AO.com aims to hang rivals out to dry
February 4, 2014 Leave a comment
February 2, 2014 5:47 pm
AO.com aims to hang rivals out to dry
By Kate Burgess
White goods merchant raises price of shares ahead of debut
It is like the January sales, but in reverse. At this time of year, most retailers cut prices 50 per cent and gum “sale” stickers across their shop windows in a desperate effort to clear out their stockrooms.
Yet Appliances Online, distributor of dishwashers and tumble dryers, has raised the price of the shares it hopes to sell to investors in the next few weeks.
Four months ago, AO.com – as it prefers to be known – was being priced at about £400m. Now the group, one of a dozen or more retailers planning to join the stock market in the next six months, is being touted around at £1.2bn-plus. That is hefty for a small company that turned over about £400m last year and made pre-tax profits of £7m.
Institutions say the white goods merchant stands out from other would-be market debutants. First, it is an internet business and a well-managed one to boot, with clear expansion plans; second, the float is not being driven by private equity owners hoping to cash out during the recent market uptick.
That contrasts with the rest of the class of 2014, which are expected to include the likes of McColl’s, the store and newsagents chain, discounter Poundland and Pets at Home. Most are owned, or partly owned, by buyout firms.

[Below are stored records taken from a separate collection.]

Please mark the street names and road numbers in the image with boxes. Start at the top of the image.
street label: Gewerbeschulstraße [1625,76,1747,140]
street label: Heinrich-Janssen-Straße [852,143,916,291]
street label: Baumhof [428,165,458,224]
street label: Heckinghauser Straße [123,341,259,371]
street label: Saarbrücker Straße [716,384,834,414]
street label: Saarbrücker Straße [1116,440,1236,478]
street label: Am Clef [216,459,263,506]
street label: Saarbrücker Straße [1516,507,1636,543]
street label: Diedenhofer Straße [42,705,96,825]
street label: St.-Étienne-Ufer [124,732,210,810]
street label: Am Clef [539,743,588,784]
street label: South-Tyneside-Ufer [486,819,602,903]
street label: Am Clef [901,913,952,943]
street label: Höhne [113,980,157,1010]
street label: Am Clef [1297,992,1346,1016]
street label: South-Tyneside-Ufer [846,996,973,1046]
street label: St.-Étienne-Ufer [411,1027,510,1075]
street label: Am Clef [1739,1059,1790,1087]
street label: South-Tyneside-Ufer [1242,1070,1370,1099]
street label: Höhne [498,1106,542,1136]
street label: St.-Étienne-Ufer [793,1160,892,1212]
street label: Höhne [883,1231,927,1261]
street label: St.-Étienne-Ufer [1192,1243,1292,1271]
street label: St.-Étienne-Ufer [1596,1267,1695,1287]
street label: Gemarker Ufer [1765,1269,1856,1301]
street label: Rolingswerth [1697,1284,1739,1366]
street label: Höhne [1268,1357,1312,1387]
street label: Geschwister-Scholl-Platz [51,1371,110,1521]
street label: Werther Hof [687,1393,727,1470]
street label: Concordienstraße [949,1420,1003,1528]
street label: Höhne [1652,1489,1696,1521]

Private equity managers have a history of swallowing up quoted retailers, such asDebenhams, and then returning them to the stock market at high prices, often loaded up with debt and having failed to find a trade buyer.
The cycle has been repeated enough times to have turned public market investors against private equity-backed initial public offers for years.
However, it is a good time to buy retailers, say analysts. Consumer confidence is returning and the UK economy is in better shape. “The stars are in alignment for the first time in years,” says Eithne O’Leary at Oriel Securities.
The sector’s legacy issues – rising costs, high, inflexible rents, cut-throat competition both online and on the high street, and barriers to expansion – remain. Christmas was anything but a time of good cheer for many merchants. But if one of the companies making debuts on the stock market in the next few months can replicate the success of Asos, the online fashion retailer now valued at £5bn, it will be worth the punt. So bankers say.
However, Asos was floated on the Alternative Investment Market at £12m in 2001, at a trough in markets and without a fanfare of expectations. And it was hardly a runaway success. It took three years and a new business model to lift the shares above the 20p float price. A decade later, it will be harder to replicate the success of Asos, suggests Ms O’Leary. The dominance of the likes of Amazon and Google means that getting to the customer is harder and costs more.
By all accounts private equity sellers are being more realistic than they have been in the past. Sellers are prepping investors more thoroughly to avoid post-float disappointment. Some companies, such as Conviviality Retail, the bargain booze operator that joined the market last year, are being floated on decent dividend yields. That will underpin share prices.
Nonetheless, investor confidence is delicate. It only takes one overpriced IPO followed by a profit warning for shareholders to run for the exit, leaving their shopping baskets at the till and buyout houses with a stockroom of old clobber.